A co-worker gave me _his _playstation 3 to fix because it doesn't work. I had to tell him the only way it's happening is if he just buys the best one he can used online.. because neither one of us is buying one for 1000 bucks new. I have some playstation 2 games and no playstation 2 so I figured that sounds like a good idea for myself.

He's going to crap his pants when I post the picture on facebook, LMAO!!!


----------



## WillYouStopDave (Jul 14, 2013)

I just looked on Amazon. It looks like there are at least a few used PS3s that are cheaper and advertised as working fine. I wouldn't pay $200 for a used game system if I could get it cheaper. As long as it works, you don't have much to worry about. You can always get new controllers and stuff like that and who needs a manual?

If you're gonna pay $200 used, there's one on there for just a little over $200 brand new.

Edit - Frankly, I think a used PS3 is a great value if you can get it for the right price. It's got plenty of games and accessories and all that good stuff widely available. If you buy a brand new system you pay a premium and you have to wait for new games.


----------



## beli mawr (Dec 18, 2013)

IIRC to upgrade the HDD, it's remove the carriage and put the new one in, very easy. Also, again IIRC, it's a stardard 2.5" Laptop SATA HDD.

I still have my 60GB PS3 I bought in 2007. The only thing is the BD laser had failed and I had to replace that ($50 part).


----------



## Noca (Jun 24, 2005)

Ive heard the early model PS3s use rivets to hold the harddrive housing together, which can be annoying to take apart. The newer models are easier to access to change the harddrive. Either way $200 for a used PS3 sounds expensive, even $200 CAD is expensive., might as well just get a new one.


----------



## beli mawr (Dec 18, 2013)

Noca said:


> Ive heard the early model PS3s use rivets to hold the harddrive housing together, which can be annoying to take apart. The newer models are easier to access to change the harddrive. Either way $200 for a used PS3 sounds expensive, even $200 CAD is expensive., might as well just get a new one.


I'm not sure about that, I'd have the find the manual, but IIRC Sony even gave instructions for replacing the hard drive right in the manual. They wouldn't have done that if it were riveted in.


----------



## WillYouStopDave (Jul 14, 2013)

Do game saves really take that much HD space?


----------



## Salvador Dali (Oct 26, 2013)

$200 for a used 60GB PS3 is pretty pricey, you might be better off just buying a new PS3, they definitely don't cost $1,000, lol.

By the way, only the very early original model PS3s can play PS2 games. If the PS3 has 4 USBs ports on the front, it's PS2 compatible, if it's just 2 USBs, it's unable to play PS2 games I'm afraid.

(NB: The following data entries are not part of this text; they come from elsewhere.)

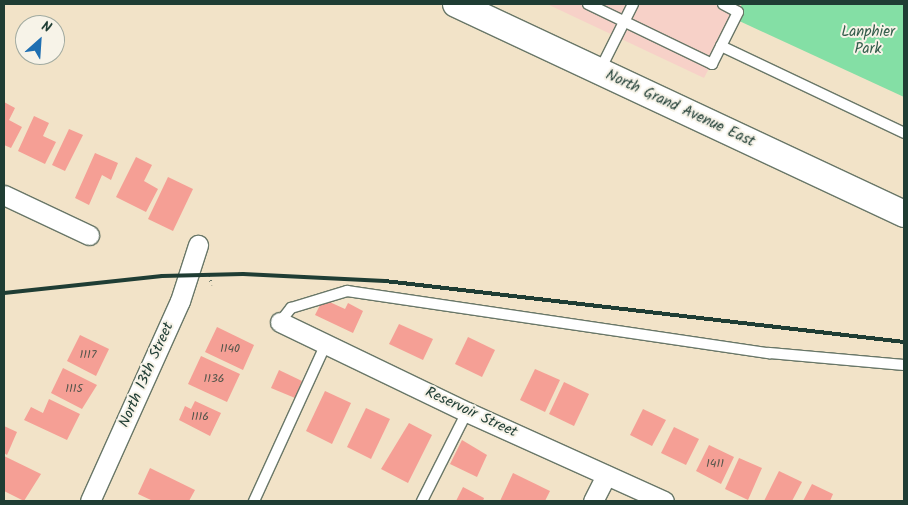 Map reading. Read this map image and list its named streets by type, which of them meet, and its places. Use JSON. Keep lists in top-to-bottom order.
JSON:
{
  "streets": {
    "street": ["North Grand Avenue East", "North 13th Street", "Reservoir Street"]
  },
  "parks": ["Lanphier Park"],
  "house_numbers": [
    "1140",
    "1117",
    "1136",
    "1115",
    "1116",
    "1411"
  ],
  "north": "top right"
}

The backward-compatibility isn't very good though, there are only a select-few games it can play, and they tend to have bugs and other glitches that aren't present if you play the games on a PS2 system. Most likely this is the reason why they removed backward-compatibility for later versions of the PS3.



WillYouStopDave said:


> Do game saves really take that much HD space?


No, the saves are pretty tiny for the most part, but a lot of PS3 games have large mandatory installs that take up a few gigabytes for each one. Let's say you have a bunch of games that take up 5GB to install for each one, that's about 11-12 games you can fit onto your 60GB PS3. That might be plenty for some people, but once/if you start to build up your library, the space does become an issue.


----------



## ChrisPCD (May 19, 2013)

I already have a new playstation 3. I was curious about the old ps2 backwards compatible playstation 3 and how much it might cost, so I looked it up. For the condition it appears to be in, I expected it to cost a lot more. I have a 1TB external hard drive I was going to tear open to use in it.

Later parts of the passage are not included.